# Aim of the task
Each line of the data below holding the word "Order" must be copied.

# Given data

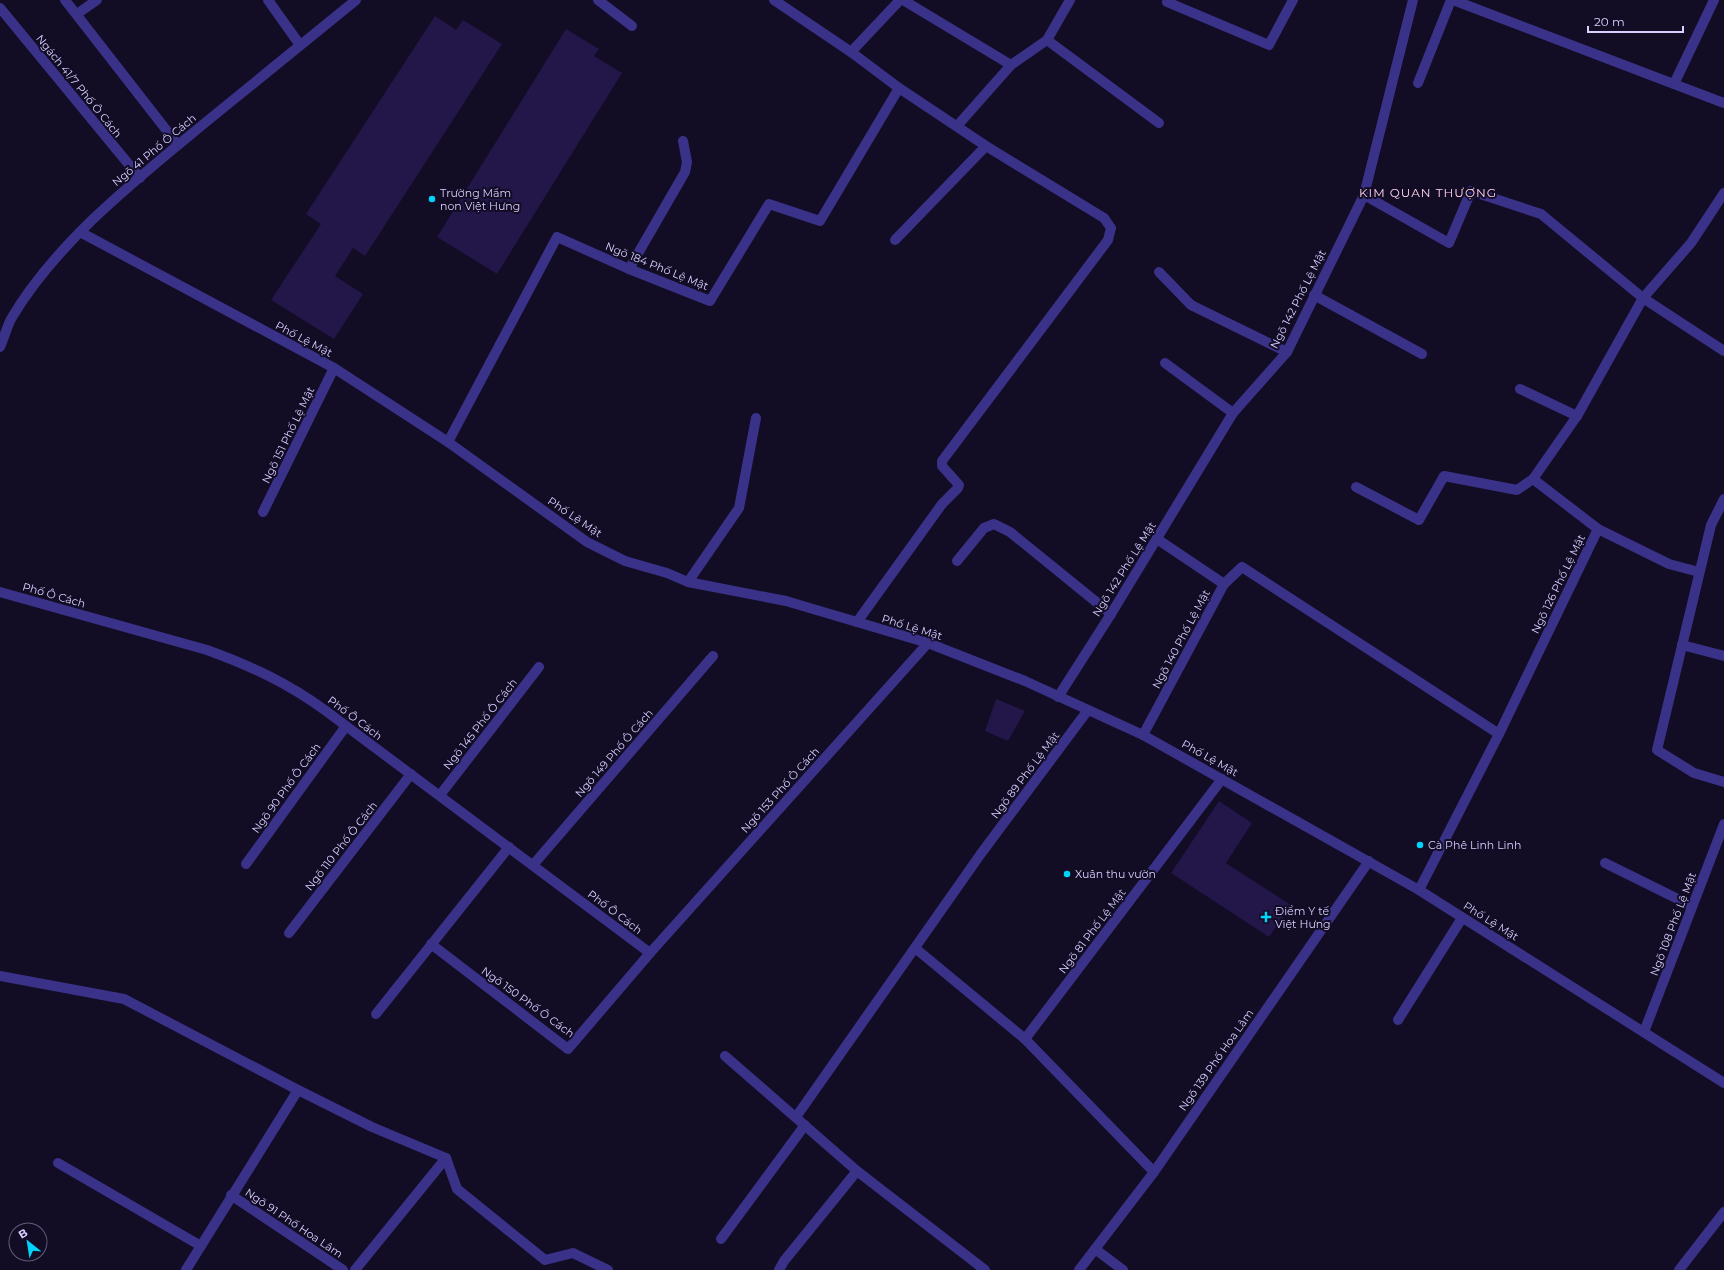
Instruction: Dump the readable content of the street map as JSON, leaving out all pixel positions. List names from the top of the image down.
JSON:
{
  "streets": {
    "street": [
      "Ngách 41/7 Phố Ô Cách",
      "Ngõ 41 Phố Ô Cách",
      "Ngõ 184 Phố Lệ Mật",
      "Ngõ 142 Phố Lệ Mật",
      "Phố Lệ Mật",
      "Ngõ 151 Phố Lệ Mật",
      "Ngõ 126 Phố Lệ Mật",
      "Phố Ô Cách",
      "Ngõ 140 Phố Lệ Mật",
      "Ngõ 145 Phố Ô Cách",
      "Ngõ 149 Phố Ô Cách",
      "Ngõ 89 Phố Lệ Mật",
      "Ngõ 90 Phố Ô Cách",
      "Ngõ 153 Phố Ô Cách",
      "Ngõ 110 Phố Ô Cách",
      "Ngõ 108 Phố Lệ Mật",
      "Ngõ 81 Phố Lệ Mật",
      "Ngõ 150 Phố Ô Cách",
      "Ngõ 139 Phố Hoa Lâm",
      "Ngõ 91 Phố Hoa Lâm"
    ]
  },
  "crossings": [
    ["Ngách 41/7 Phố Ô Cách", "Ngõ 41 Phố Ô Cách"],
    ["Ngõ 41 Phố Ô Cách", "Phố Lệ Mật"],
    ["Ngõ 184 Phố Lệ Mật", "Phố Lệ Mật"],
    ["Ngõ 142 Phố Lệ Mật", "Phố Lệ Mật"],
    ["Ngõ 142 Phố Lệ Mật", "Ngõ 140 Phố Lệ Mật"],
    ["Phố Lệ Mật", "Ngõ 151 Phố Lệ Mật"],
    ["Phố Lệ Mật", "Ngõ 126 Phố Lệ Mật"],
    ["Phố Lệ Mật", "Ngõ 140 Phố Lệ Mật"],
    ["Phố Lệ Mật", "Ngõ 89 Phố Lệ Mật"],
    ["Phố Lệ Mật", "Ngõ 153 Phố Ô Cách"],
    ["Phố Lệ Mật", "Ngõ 108 Phố Lệ Mật"],
    ["Phố Lệ Mật", "Ngõ 81 Phố Lệ Mật"],
    ["Phố Lệ Mật", "Ngõ 139 Phố Hoa Lâm"],
    ["Phố Ô Cách", "Ngõ 145 Phố Ô Cách"],
    ["Phố Ô Cách", "Ngõ 149 Phố Ô Cách"],
    ["Phố Ô Cách", "Ngõ 90 Phố Ô Cách"],
    ["Phố Ô Cách", "Ngõ 153 Phố Ô Cách"],
    ["Phố Ô Cách", "Ngõ 110 Phố Ô Cách"],
    ["Phố Ô Cách", "Ngõ 150 Phố Ô Cách"],
    ["Ngõ 153 Phố Ô Cách", "Ngõ 150 Phố Ô Cách"]
  ],
  "districts": ["KIM QUAN THƯỢNG"],
  "places": {
    "other": ["Trường Mầm non Việt Hưng", "Cà Phê Linh Linh", "Xuân thu vườn"],
    "health": ["Điểm Y tế Việt Hưng"]
  },
  "scale_bar": "20 m",
  "north": "top left"
}
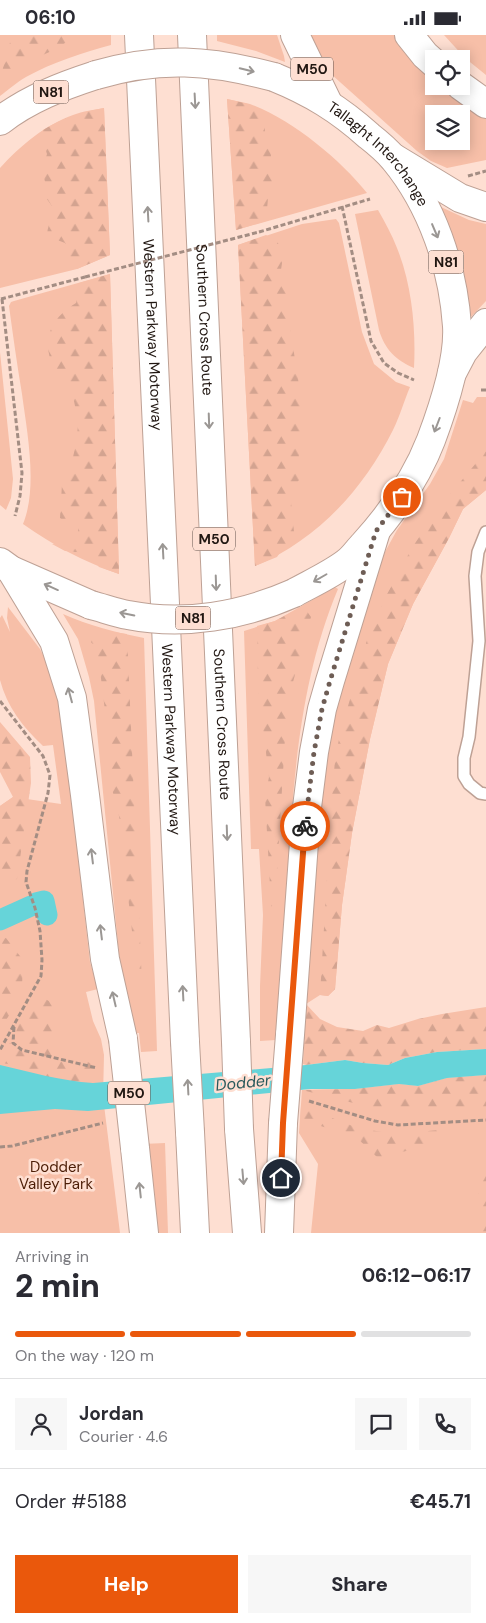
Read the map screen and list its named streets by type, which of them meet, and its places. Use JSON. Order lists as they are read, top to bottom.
{
  "streets": {
    "main road": [
      "M50",
      "N81",
      "Tallaght Interchange",
      "Southern Cross Route",
      "Western Parkway Motorway"
    ]
  },
  "crossings": [
    ["M50", "N81"],
    ["M50", "Tallaght Interchange"],
    ["N81", "Tallaght Interchange"]
  ],
  "water": ["Dodder"],
  "parks": ["Dodder Valley Park"],
  "page": {
    "status": "06:10",
    "heading": ["2 min", "Arriving in", "06:12–06:17"],
    "panel": [
      "Jordan",
      "Courier · 4.6",
      "Order #5188",
      "€45.71"
    ],
    "bar": "On the way · 120 m",
    "buttons": ["Help", "Share"]
  }
}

# Answer space
Read the map screen and list its named streets by type, which of them meet, and its places. Use JSON. Order lists as they are read, top to bottom.
      "Order #5188",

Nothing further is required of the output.